I have a dir with almost 100 log files each weighing at 10~15 GB. The requirement is to read each file line by line(order doesn't matter at all), clean up the line json and dump it to the backend elasticsearch storage for indexing.
here is my worker that does this job
# file = worker.php
echo " -- New PHP Worker Started -- "; // to get how many times gnu-parallel initiated the worker
$dataSet = [];
while (false !== ($line = fgets(STDIN))) {
// convert line text to json
$l = json_decode($line);
$dataSet[] = $l;
if(sizeof($dataSet) >= 1000) {
//index json to elasticsearch
$elasticsearch->bulkIndex($dataSet);
$dataSet = [];
}
}
With the help of answers here and here I am almost there and it is working (kind of) but just need to make sure that under the hood it is actually doing the stuff that I am assuming it is doing.

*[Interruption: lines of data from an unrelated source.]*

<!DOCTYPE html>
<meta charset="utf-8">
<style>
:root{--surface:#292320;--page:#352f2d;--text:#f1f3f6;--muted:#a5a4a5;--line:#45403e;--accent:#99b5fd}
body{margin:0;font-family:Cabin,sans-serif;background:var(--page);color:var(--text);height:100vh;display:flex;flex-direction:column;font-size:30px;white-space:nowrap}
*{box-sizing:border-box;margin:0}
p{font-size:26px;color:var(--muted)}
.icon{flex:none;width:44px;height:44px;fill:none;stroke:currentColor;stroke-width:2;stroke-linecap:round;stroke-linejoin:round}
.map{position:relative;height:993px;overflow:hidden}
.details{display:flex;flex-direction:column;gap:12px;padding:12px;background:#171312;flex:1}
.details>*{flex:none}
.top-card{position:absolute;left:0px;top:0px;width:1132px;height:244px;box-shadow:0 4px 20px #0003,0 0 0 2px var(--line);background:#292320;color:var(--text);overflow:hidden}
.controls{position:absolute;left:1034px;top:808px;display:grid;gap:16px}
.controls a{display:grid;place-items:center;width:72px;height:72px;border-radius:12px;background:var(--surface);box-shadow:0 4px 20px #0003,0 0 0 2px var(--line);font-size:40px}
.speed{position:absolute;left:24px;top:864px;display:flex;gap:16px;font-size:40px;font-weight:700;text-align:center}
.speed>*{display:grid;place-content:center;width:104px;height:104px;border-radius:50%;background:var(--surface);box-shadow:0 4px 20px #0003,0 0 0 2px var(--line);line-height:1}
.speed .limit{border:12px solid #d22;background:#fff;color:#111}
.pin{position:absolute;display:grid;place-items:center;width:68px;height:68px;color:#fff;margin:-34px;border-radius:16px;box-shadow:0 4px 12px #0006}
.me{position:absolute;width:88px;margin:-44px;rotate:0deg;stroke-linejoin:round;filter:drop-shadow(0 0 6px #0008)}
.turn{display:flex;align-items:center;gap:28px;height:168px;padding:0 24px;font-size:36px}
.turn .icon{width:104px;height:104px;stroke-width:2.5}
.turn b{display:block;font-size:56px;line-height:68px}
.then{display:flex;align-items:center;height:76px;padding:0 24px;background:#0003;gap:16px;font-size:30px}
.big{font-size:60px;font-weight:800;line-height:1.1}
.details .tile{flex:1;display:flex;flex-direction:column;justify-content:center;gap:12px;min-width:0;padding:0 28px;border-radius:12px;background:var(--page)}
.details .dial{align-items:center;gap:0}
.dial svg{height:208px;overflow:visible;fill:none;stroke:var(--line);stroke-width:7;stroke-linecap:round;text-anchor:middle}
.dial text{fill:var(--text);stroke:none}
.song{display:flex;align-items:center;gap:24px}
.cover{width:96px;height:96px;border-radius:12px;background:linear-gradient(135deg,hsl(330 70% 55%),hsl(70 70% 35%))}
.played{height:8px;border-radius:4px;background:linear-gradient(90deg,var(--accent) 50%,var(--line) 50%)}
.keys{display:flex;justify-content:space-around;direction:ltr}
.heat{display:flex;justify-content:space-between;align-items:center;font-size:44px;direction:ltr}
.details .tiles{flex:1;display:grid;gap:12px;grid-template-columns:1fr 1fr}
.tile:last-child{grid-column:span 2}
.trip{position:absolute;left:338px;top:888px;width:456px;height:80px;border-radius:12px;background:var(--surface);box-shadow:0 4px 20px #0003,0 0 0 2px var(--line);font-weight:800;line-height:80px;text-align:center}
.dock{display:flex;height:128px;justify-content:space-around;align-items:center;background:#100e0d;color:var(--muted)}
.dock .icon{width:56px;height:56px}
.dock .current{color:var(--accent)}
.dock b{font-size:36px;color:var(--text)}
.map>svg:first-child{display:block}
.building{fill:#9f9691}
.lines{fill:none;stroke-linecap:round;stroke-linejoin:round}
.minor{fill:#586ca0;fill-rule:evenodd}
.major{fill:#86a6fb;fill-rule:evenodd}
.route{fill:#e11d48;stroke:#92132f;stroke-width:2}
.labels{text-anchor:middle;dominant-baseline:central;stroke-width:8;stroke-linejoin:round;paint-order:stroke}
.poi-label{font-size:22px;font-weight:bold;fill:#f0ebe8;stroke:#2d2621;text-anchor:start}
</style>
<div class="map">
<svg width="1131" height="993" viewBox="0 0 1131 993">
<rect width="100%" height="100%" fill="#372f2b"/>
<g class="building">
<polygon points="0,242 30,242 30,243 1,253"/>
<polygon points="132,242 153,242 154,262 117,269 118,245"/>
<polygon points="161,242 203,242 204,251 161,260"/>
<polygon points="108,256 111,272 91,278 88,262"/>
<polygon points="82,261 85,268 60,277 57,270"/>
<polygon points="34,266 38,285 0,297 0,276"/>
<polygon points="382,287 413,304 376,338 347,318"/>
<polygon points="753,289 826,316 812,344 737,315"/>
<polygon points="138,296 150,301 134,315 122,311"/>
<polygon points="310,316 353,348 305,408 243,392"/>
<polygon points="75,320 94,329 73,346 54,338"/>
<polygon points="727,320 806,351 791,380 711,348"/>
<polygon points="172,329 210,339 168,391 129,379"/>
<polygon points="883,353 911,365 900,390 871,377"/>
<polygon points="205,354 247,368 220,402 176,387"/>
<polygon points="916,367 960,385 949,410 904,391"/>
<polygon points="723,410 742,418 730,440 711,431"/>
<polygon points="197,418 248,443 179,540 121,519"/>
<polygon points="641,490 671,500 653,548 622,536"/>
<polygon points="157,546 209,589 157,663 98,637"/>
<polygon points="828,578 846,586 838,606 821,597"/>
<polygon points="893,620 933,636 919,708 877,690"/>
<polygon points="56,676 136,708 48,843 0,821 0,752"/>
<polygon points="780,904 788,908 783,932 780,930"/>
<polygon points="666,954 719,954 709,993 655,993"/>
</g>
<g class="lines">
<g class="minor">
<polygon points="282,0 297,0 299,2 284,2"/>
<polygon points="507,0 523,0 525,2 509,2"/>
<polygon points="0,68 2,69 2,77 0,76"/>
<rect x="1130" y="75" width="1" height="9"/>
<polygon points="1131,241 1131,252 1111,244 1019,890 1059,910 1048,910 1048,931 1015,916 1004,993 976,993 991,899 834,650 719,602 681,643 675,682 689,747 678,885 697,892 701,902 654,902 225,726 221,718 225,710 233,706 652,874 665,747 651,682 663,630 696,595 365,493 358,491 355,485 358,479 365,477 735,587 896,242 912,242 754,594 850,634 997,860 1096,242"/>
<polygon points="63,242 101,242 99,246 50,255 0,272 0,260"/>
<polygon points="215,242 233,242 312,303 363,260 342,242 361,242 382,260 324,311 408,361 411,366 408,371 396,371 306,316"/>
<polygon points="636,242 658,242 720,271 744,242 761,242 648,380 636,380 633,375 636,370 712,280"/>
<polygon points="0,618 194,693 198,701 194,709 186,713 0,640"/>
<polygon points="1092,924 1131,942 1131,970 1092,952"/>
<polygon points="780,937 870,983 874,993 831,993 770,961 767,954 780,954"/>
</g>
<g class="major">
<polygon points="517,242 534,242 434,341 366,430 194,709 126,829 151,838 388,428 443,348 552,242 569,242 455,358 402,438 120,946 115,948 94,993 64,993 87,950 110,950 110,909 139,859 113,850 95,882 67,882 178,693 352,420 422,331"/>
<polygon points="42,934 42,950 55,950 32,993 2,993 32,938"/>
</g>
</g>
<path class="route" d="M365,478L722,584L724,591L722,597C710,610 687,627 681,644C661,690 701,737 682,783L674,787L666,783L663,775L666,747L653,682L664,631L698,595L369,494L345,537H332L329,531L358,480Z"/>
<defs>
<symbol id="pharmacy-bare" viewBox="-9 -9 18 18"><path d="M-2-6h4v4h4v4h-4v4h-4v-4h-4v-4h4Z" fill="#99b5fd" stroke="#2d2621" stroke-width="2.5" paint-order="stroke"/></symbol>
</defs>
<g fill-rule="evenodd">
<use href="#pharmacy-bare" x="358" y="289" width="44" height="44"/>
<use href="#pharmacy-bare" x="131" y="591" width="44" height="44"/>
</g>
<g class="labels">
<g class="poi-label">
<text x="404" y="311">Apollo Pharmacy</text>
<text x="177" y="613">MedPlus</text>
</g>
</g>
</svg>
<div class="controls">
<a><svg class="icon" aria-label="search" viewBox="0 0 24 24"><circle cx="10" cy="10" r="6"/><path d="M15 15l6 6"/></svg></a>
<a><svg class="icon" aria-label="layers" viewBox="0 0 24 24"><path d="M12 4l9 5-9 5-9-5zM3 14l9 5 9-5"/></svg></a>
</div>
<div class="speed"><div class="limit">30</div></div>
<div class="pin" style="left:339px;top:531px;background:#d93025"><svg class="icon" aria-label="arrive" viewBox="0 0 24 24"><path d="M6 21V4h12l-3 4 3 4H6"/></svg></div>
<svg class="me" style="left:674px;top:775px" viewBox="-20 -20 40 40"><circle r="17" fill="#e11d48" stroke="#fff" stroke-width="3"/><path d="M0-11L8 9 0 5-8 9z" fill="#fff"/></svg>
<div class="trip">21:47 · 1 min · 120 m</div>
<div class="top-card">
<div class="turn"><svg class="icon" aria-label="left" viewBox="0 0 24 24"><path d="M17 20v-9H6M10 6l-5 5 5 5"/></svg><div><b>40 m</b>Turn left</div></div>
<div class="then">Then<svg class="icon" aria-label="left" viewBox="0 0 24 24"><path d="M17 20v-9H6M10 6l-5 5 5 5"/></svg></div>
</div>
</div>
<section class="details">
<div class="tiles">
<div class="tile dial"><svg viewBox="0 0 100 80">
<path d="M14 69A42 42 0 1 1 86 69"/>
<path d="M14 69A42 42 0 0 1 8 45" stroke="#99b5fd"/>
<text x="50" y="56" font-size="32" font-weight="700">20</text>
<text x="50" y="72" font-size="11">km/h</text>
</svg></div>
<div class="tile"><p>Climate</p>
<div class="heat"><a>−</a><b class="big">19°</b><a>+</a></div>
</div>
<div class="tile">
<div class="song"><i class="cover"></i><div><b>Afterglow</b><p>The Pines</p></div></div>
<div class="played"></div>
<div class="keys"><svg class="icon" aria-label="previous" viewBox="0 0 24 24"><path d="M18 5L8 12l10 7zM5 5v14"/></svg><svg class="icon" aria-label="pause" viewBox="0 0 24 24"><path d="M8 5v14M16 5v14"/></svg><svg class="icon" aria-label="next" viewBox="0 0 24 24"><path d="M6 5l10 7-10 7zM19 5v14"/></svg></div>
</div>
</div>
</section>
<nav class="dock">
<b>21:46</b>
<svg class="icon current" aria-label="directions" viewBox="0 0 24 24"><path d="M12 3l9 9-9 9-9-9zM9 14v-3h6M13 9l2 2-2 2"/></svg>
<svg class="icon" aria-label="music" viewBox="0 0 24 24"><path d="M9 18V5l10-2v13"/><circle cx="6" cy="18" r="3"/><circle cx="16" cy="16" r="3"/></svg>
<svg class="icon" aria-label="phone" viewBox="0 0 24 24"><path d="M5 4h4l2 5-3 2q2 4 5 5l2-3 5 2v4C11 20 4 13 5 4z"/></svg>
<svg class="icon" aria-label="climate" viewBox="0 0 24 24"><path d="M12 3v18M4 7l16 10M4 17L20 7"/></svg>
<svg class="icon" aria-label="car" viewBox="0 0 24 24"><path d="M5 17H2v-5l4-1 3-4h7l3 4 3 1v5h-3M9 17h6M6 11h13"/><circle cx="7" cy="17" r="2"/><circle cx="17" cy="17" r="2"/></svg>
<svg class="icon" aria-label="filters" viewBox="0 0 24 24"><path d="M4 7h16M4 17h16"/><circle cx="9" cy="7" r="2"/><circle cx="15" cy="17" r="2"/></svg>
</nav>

With just one file I can handle it as below
parallel --pipepart -a 10GB_input_file.txt --round-robin php worker.php
That works great. adding --round-robin makes sure that php worker process is started only once and then it just keeps receiving the data as pipeline (poor man's queue).
So for 4CPU machine, it fires up 4 php workers and crunches all the data very quickly.
To do the same for all files, here is my take on it
find /data/directory -maxdepth 1 -type f | parallel cat | parallel --pipe -N10000 --round-robin php worker.php
Which kinda looks like working but I have a gut feeling that this is a wrong way of nesting parallel for all files.
And secondly, as it can not use --pipepart, I think it is slower.
Thirdly, once the job is complete, I see that on a 4cpu machine, only 4 workers were started and job got done. Is it right behavior? Shouldn't it start 4 workers for every file? Just wanna make sure I didn't miss any data.
Any idea how this could be done in a better way?